東大ら,電波望遠鏡用モスアイ構造をレーザー加工

東京大学国際高等研究所カブリ数物連携宇宙研究機構(Kavli IPMU)と米ミネソタ大学は,東京大学で開発された超短パルスレーザー加工システムによって,世界で初めて電波望遠鏡に実装可能な,大面積モスアイ反射防止構造を有する赤外線吸収フィルターの開発に成功した(ニュースリリース)。

近年,ミリ波を透過しながら赤外は吸収し,さらに吸収した熱を排熱するのに最適な高熱伝導を持つアルミナがフィルター材料として注目されている。しかし,アルミナのミリ波屈折率は3程度あり,そのままではインフレーション仮説実証に必要な宇宙マイクロ波背景放射(CMB)を50%程度反射してしまう。

一般的に光学素子表面にコーティングを行なうことで電磁波である光を打ち消す干渉を起こし,反射を消すことができる。しかし,冷却するとコーティング材は頻繁に剥離するため,再現性のある技術が確立できていなかった。

そこで今回研究グループは,コーティング技術に代わりピラミッド状の突起物が並んだ,アルミナの反射を50倍減らすモスアイ反射防止構造の作製に挑んだ。

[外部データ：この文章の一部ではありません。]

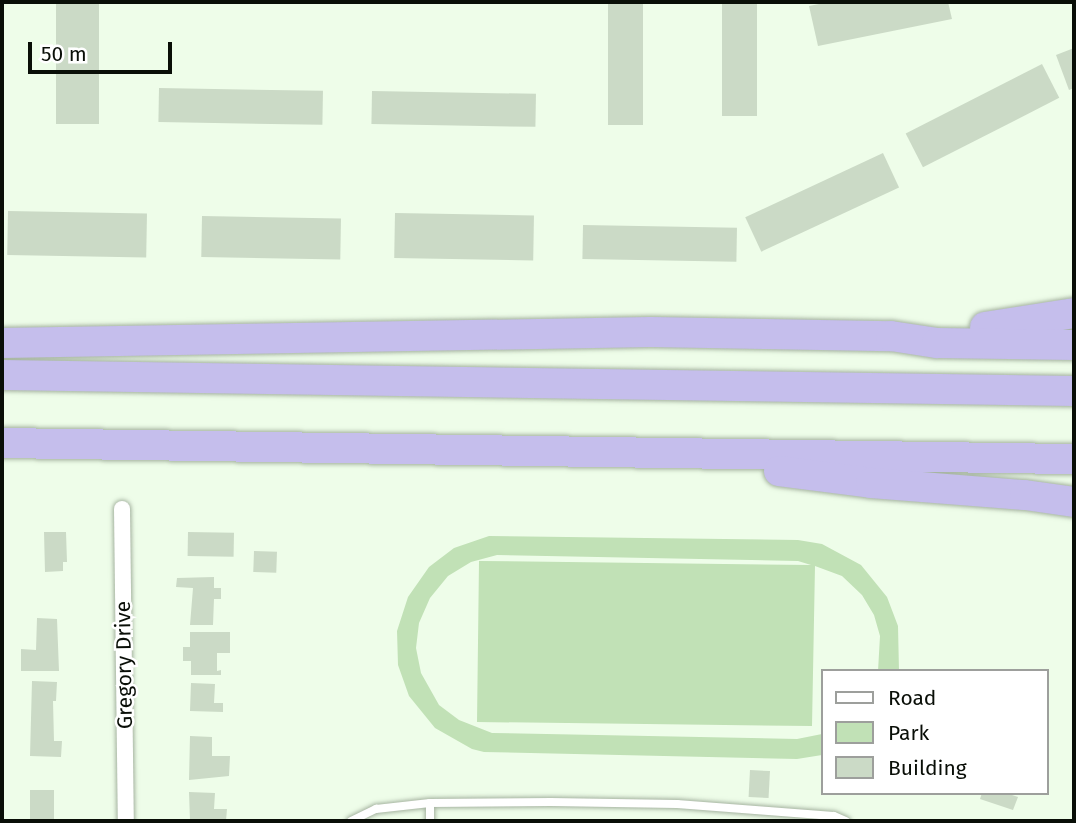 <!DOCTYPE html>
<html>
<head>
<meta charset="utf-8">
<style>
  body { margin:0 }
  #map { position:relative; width:1076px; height:823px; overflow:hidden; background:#eefde9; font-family:"Fira Sans",sans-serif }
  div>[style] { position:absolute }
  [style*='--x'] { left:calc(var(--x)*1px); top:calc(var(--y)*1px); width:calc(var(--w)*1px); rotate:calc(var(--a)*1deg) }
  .green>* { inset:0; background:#c1e1b6 }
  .building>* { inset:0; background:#cbdac6; transform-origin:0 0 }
  .roads { filter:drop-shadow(0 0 2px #a6b4a1) drop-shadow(0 0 2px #a6b4a1) }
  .service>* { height:8px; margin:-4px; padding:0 4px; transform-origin:4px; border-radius:4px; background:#fff }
  .minor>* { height:16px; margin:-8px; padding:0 8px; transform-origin:8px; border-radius:8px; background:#fff }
  .motorway>* { height:30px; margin:-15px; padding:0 15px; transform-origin:15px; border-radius:15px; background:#c5beec }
  span { translate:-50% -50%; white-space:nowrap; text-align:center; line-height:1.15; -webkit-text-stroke:5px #fff; paint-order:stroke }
  .street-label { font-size:21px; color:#090e07 }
  .frame { position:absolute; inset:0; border:4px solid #090e07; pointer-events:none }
  .legend { position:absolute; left:821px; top:669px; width:228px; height:126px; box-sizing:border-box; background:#fff; border:2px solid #9d9f9c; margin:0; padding:9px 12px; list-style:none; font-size:21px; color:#090e07 }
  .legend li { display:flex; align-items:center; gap:14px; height:35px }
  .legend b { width:35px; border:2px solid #9d9f9c }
  .scale { position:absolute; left:28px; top:42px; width:144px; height:32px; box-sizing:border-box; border:4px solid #090e07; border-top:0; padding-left:9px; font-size:21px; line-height:24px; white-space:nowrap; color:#090e07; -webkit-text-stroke:5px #fff; paint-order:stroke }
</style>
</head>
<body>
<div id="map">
  <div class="green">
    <i style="clip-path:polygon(489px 536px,798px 540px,822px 544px,861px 565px,887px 597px,898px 626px,899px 671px,878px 671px,880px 636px,874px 615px,862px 595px,842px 576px,815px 566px,812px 726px,477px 722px,479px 561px,811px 565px,798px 561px,497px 555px,471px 562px,448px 576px,430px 598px,419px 623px,416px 648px,421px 673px,439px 705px,459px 720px,492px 733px,797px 739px,822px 734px,822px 755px,797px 759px,484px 752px,472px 749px,435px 728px,409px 696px,398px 665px,397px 631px,408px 597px,429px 567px,454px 548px)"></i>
  </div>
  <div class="building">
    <i style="left:56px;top:2px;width:43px;height:122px"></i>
    <i style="left:608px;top:2px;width:35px;height:123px"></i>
    <i style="left:722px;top:2px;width:35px;height:114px"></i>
    <i style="clip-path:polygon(829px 2px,948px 2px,952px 19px,818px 46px,809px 6px)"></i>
    <i style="clip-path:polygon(1074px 48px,1074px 88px,1069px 90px,1056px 55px)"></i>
    <i style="left:1042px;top:64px;width:38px;height:153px;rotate:63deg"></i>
    <i style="left:159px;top:88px;width:164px;height:34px;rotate:1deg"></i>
    <i style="left:372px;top:91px;width:164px;height:33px;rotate:1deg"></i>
    <i style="left:883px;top:153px;width:38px;height:152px;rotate:65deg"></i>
    <i style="left:8px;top:211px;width:139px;height:44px;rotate:1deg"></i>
    <i style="left:395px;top:213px;width:139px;height:45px;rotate:1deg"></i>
    <i style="left:202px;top:216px;width:139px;height:41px;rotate:1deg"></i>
    <i style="left:583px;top:225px;width:154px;height:34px;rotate:1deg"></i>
    <i style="clip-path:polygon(44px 532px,66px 532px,67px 562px,63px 562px,63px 571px,45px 572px)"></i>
    <i style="left:188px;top:532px;width:46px;height:24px;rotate:1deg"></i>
    <i style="left:254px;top:551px;width:23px;height:21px;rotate:2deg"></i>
    <i style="clip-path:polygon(214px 577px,214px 588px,221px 588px,221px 599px,214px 599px,213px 625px,190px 625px,193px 588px,176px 587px,177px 578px)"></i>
    <i style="clip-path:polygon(37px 618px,57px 619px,59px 671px,21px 671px,21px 649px,36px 650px)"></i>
    <i style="clip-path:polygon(190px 632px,230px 632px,230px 653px,217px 653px,217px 671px,221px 670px,221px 675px,191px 675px,191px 661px,183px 661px,183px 647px,190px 647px)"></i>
    <i style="clip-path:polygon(32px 681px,57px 682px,56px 701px,53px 701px,54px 741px,62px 741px,61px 757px,30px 756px)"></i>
    <i style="clip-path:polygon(191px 683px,215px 684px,214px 703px,223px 703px,223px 712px,190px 711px)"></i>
    <i style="clip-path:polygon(190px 736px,212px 737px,212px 756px,230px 756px,229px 776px,189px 780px)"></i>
    <i style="left:750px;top:770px;width:20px;height:27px;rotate:3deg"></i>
    <i style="left:30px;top:790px;width:24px;height:31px"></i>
    <i style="clip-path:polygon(189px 792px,215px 793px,214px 809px,227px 809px,226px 821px,190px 821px)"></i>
    <i style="clip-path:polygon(982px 793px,1006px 793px,1018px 797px,1013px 810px,980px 799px)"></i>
  </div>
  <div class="roads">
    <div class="service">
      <i style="--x:351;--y:821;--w:28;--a:-26"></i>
      <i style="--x:376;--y:809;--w:54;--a:-6.3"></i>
      <i style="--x:430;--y:803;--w:121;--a:-0.5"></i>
      <i style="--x:551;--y:802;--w:126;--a:0.9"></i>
      <i style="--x:677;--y:804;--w:157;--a:4.4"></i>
      <i style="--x:834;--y:816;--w:13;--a:23"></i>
      <i style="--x:430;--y:821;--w:18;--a:-90"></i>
    </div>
    <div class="minor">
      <i style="--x:122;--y:509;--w:312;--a:89.3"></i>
    </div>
    <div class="motorway">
      <i style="--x:985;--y:327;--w:90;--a:-8.9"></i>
      <i style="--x:2;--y:343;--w:649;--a:-0.97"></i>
      <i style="--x:651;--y:332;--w:240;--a:1"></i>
      <i style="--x:891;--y:336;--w:47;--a:8.7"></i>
      <i style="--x:937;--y:343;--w:137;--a:0.8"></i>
      <i style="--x:2;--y:375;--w:1072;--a:0.86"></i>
      <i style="--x:2;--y:443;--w:1072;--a:0.86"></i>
      <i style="--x:779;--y:471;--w:93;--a:7.4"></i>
      <i style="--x:871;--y:483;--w:154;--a:4.5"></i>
      <i style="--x:1025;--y:495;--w:49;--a:8.1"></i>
    </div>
  </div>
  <div class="street-label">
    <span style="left:124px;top:665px;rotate:-91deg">Gregory Drive</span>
  </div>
  <div class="frame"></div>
  <ul class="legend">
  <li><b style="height:9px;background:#fff"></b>Road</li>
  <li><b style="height:19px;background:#c1e1b6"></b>Park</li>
  <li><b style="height:19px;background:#cbdac6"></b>Building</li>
  </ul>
  <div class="scale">50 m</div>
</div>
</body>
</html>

見たい光の波長よりも小さいピラミッド構造の領域では,その光は真空中(空気中)の屈折率1と材料の屈折率の間の屈折率を作り出せる。これは表面を加工するだけでコーティング層を作ったのと同じ効果を得ることができ,結果的に反射を抑えることができる。しかし,ミリ波帯域で求められる構造はサブミリメートル程度で,既存技術では作製が難しい。

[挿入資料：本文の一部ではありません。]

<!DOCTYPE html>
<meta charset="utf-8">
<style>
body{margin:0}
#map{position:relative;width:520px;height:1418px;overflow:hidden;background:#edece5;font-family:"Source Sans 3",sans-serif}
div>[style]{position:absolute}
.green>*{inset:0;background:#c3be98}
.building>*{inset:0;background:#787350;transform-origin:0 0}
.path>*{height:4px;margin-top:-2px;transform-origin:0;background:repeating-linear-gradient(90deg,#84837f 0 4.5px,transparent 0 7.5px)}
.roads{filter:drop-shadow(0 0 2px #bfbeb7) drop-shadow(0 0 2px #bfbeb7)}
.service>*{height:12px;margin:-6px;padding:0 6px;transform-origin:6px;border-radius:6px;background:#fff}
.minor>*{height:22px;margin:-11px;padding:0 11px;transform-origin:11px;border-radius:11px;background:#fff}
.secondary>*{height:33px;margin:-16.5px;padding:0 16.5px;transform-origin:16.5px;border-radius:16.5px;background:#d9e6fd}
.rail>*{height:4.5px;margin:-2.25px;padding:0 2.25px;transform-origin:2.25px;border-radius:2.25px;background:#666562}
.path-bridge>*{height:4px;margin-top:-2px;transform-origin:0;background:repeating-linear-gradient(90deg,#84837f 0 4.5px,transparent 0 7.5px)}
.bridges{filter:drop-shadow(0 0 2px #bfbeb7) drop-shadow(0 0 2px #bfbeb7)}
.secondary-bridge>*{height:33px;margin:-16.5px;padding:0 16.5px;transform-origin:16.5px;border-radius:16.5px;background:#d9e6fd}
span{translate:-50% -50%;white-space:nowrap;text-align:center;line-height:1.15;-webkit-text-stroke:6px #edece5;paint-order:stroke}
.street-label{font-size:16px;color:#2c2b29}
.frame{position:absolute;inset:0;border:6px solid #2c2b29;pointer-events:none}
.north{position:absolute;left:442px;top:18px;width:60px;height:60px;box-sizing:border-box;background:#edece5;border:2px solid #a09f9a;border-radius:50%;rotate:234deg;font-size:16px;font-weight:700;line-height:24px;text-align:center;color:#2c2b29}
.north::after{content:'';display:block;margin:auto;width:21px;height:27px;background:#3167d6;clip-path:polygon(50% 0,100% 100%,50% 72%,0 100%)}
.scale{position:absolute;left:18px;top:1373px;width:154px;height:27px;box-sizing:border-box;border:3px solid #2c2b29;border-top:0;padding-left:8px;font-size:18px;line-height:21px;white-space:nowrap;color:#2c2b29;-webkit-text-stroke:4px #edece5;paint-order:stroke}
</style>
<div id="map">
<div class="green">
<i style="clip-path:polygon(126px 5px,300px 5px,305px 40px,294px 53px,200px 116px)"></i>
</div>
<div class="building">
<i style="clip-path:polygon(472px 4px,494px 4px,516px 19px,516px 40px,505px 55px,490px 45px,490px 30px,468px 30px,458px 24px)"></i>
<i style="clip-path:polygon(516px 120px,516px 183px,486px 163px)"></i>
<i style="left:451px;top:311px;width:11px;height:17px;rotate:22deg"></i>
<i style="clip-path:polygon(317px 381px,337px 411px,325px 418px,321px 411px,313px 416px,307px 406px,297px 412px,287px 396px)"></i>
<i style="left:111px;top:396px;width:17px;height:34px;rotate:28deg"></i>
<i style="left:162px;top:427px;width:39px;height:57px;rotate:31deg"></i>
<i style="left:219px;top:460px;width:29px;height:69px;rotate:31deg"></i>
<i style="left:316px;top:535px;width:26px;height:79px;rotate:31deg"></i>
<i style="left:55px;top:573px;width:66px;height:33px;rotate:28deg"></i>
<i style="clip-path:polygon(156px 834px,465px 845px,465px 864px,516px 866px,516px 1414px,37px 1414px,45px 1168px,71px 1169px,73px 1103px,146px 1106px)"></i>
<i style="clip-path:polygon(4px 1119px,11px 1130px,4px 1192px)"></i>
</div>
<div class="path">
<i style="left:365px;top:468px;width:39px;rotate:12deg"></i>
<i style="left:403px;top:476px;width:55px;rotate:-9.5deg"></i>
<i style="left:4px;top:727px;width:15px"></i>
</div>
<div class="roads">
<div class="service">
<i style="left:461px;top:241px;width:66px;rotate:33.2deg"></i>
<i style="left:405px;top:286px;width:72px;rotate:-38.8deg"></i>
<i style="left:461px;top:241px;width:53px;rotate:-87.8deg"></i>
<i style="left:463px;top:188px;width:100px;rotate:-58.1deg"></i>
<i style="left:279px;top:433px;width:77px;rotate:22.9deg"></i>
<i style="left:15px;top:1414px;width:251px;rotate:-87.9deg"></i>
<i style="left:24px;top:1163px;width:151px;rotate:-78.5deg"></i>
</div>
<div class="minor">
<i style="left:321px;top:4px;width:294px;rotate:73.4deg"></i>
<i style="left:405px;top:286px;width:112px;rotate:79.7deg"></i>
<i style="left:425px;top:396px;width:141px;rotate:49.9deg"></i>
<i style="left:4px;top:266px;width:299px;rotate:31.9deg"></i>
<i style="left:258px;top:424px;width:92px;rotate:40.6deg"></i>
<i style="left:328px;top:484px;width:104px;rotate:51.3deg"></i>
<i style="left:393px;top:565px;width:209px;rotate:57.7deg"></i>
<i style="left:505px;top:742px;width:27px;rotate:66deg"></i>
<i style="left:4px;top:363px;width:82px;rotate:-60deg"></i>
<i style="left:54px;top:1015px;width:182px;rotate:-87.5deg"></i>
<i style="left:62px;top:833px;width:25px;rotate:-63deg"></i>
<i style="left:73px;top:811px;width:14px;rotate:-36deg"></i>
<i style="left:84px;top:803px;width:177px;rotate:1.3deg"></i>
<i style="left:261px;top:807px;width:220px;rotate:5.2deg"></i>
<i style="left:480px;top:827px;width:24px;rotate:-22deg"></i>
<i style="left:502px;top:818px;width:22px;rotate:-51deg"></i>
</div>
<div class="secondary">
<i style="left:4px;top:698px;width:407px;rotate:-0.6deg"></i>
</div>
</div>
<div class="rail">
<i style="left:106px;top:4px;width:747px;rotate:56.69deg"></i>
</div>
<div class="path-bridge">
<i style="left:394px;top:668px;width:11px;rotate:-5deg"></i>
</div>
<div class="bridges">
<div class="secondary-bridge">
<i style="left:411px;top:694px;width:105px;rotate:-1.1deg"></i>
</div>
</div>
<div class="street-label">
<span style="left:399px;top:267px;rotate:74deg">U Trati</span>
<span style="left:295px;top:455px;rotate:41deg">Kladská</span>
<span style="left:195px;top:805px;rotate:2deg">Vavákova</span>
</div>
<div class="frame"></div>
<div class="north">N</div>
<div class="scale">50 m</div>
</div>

そこで研究グループは,東京大学で開発した,数兆分の1秒という超短パルス幅を持ち瞬間出力が100MWにも達する強力な超短パルスレーザーを光源とするレーザー加工システム使用して,30cmの非常に硬いアルミナ表面に1mm未満の間隔で高さ1mmのピラミッド構造が並ぶモスアイ構造を成形することに成功した。

当初数ヶ月から一年以上かかっていた加工時間は,レーザー光源の平均パワーの増大および短パルス化に加えて,ガルバノミラー及びステージの精密制御を同期させることで高速化し,大面積化も実現。結果として,4日程度の加工時間で,アルミナディスクの両側にそれぞれ320,000個のピラミッドを作り出すことができた。

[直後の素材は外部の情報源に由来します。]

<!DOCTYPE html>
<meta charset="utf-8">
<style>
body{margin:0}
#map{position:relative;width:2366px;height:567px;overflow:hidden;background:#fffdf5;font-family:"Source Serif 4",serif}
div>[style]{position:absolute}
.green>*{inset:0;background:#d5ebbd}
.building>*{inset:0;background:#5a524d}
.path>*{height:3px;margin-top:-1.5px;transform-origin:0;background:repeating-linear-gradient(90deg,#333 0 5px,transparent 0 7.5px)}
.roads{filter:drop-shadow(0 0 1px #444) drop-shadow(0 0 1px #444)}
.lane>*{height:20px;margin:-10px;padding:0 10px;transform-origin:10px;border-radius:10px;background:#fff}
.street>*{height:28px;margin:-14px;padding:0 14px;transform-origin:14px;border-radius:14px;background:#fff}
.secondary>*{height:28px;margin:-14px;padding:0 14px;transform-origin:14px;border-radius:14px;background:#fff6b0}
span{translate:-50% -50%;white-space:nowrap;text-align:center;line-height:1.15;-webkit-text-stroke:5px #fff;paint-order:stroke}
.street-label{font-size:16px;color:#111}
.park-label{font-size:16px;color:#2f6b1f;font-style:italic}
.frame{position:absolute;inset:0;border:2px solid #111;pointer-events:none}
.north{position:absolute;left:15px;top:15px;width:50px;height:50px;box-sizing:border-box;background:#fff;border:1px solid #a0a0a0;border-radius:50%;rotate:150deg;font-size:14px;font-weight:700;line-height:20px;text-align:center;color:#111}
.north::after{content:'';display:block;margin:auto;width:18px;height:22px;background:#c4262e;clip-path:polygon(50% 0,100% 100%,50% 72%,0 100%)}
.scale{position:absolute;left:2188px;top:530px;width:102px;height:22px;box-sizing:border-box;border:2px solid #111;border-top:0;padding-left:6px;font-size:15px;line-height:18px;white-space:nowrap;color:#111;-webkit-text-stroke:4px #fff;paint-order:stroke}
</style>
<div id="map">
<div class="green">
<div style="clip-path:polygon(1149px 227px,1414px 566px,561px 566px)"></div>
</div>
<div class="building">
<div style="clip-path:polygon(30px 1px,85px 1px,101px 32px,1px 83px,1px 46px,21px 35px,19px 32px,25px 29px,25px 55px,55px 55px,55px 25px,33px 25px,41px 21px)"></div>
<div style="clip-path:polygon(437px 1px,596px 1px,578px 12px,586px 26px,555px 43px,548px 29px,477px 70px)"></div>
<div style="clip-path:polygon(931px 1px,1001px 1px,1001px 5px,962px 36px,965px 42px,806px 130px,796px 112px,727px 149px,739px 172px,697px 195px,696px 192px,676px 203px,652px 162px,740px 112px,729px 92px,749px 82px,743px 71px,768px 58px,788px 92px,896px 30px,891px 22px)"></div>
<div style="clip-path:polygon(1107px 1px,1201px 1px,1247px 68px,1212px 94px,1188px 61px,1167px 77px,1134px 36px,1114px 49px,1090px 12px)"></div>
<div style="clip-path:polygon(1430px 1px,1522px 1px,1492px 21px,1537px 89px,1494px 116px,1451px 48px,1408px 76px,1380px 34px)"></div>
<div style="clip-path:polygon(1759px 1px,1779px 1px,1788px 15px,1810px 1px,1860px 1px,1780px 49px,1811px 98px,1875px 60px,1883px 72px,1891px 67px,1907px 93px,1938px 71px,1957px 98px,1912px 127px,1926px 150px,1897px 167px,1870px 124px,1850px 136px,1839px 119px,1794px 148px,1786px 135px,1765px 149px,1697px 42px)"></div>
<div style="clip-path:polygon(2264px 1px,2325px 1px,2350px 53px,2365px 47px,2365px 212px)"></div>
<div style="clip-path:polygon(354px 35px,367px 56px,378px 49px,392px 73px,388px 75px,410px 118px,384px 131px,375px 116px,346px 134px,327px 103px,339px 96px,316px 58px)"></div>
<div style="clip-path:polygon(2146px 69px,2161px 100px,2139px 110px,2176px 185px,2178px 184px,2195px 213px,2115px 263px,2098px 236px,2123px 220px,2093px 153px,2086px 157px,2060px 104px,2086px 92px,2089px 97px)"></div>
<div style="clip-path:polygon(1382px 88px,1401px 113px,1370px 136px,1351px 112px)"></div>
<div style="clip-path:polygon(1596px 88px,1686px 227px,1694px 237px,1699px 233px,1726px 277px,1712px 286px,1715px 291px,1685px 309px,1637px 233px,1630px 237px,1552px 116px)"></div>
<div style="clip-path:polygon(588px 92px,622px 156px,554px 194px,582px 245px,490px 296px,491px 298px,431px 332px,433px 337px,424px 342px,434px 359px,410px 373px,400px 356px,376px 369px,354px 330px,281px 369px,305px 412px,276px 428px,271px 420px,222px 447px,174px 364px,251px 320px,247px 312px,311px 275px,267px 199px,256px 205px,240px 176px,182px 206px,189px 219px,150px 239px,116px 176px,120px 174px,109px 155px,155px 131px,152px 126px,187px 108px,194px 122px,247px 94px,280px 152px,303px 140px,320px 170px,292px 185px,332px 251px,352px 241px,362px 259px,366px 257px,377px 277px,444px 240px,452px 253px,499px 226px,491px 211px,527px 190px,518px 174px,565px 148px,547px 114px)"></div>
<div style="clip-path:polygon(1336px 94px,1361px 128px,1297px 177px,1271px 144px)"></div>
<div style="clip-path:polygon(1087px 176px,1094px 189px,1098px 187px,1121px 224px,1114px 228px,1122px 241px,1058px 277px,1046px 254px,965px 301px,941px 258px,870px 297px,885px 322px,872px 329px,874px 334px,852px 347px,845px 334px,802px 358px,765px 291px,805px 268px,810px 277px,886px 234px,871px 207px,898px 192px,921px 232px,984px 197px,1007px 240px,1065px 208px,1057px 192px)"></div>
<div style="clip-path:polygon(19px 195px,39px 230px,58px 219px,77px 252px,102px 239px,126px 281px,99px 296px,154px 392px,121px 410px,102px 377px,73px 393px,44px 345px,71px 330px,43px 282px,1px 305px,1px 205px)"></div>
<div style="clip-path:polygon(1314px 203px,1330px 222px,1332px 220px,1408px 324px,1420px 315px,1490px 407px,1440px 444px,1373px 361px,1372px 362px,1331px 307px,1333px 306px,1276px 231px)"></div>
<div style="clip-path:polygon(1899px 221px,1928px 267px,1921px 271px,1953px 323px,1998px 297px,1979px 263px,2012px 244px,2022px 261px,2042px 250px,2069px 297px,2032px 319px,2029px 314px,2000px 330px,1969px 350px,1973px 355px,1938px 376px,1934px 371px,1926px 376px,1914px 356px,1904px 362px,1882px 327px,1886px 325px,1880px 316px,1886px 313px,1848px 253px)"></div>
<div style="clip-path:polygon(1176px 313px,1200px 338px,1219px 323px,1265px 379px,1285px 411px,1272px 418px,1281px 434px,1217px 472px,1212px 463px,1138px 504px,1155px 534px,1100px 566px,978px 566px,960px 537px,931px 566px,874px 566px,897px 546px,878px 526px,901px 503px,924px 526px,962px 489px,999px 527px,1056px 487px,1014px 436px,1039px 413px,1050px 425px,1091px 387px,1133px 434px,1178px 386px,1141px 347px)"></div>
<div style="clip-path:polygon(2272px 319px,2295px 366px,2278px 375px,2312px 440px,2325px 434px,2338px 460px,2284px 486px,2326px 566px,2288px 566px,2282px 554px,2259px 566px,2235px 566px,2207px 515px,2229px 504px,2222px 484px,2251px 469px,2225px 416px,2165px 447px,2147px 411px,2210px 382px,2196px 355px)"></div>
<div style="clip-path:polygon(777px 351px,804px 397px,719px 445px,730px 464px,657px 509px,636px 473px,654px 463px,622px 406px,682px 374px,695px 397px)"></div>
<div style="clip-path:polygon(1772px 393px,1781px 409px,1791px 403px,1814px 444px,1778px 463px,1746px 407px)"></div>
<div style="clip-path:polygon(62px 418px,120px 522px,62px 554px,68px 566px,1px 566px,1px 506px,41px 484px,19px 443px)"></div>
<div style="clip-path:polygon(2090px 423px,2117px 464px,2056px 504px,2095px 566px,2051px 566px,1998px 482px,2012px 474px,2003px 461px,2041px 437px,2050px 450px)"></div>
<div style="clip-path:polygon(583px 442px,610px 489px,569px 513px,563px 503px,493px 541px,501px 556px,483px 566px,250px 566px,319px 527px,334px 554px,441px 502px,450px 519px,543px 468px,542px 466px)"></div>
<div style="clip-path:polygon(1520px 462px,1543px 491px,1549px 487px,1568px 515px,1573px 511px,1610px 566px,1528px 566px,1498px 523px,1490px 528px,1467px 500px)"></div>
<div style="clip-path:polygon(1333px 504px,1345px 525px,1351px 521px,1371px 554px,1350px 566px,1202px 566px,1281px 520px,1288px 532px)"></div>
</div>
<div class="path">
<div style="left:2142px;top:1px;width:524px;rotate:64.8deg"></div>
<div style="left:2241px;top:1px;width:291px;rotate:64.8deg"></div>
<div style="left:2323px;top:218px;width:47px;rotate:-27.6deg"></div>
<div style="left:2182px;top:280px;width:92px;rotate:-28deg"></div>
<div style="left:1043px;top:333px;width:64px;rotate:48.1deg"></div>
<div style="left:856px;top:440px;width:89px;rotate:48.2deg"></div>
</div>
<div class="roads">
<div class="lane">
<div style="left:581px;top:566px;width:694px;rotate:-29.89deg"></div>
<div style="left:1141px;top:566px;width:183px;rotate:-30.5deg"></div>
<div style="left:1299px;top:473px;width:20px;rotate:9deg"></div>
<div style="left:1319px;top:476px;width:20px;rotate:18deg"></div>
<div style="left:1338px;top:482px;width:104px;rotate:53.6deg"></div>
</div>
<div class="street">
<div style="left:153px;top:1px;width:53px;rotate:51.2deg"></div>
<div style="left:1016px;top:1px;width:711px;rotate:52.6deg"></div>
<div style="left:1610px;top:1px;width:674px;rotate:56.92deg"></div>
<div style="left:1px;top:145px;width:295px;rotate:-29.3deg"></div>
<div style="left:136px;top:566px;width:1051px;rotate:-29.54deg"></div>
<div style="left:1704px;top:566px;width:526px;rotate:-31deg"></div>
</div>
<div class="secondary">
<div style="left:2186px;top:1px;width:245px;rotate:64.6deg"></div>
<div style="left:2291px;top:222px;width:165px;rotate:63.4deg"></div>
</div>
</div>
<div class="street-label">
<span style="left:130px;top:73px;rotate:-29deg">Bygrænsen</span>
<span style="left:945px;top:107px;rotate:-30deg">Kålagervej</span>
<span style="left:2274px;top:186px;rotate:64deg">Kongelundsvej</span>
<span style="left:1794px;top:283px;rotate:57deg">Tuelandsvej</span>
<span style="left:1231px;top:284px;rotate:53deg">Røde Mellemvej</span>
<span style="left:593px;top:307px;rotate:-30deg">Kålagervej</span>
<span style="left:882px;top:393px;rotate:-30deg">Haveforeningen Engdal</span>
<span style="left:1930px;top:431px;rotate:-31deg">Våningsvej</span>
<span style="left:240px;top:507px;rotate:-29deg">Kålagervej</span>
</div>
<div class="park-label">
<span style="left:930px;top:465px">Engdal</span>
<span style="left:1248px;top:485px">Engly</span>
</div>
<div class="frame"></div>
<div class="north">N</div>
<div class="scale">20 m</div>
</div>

これにより,透過率が75GHzから105GHzにて98%以上,また反射は1%以下になることを測定により確認。この赤外線吸収フィルターを,米の電波望遠鏡に搭載するミリ波レシーバーに提供した。

これは微細レーザー加工によるモスアイ反射防止構造を有する大型赤外線吸収フィルターの開発に世界で初めて成功した事例。研究グループは,今後さら大型の赤外吸収フィルターを提供する第一歩になるとしている。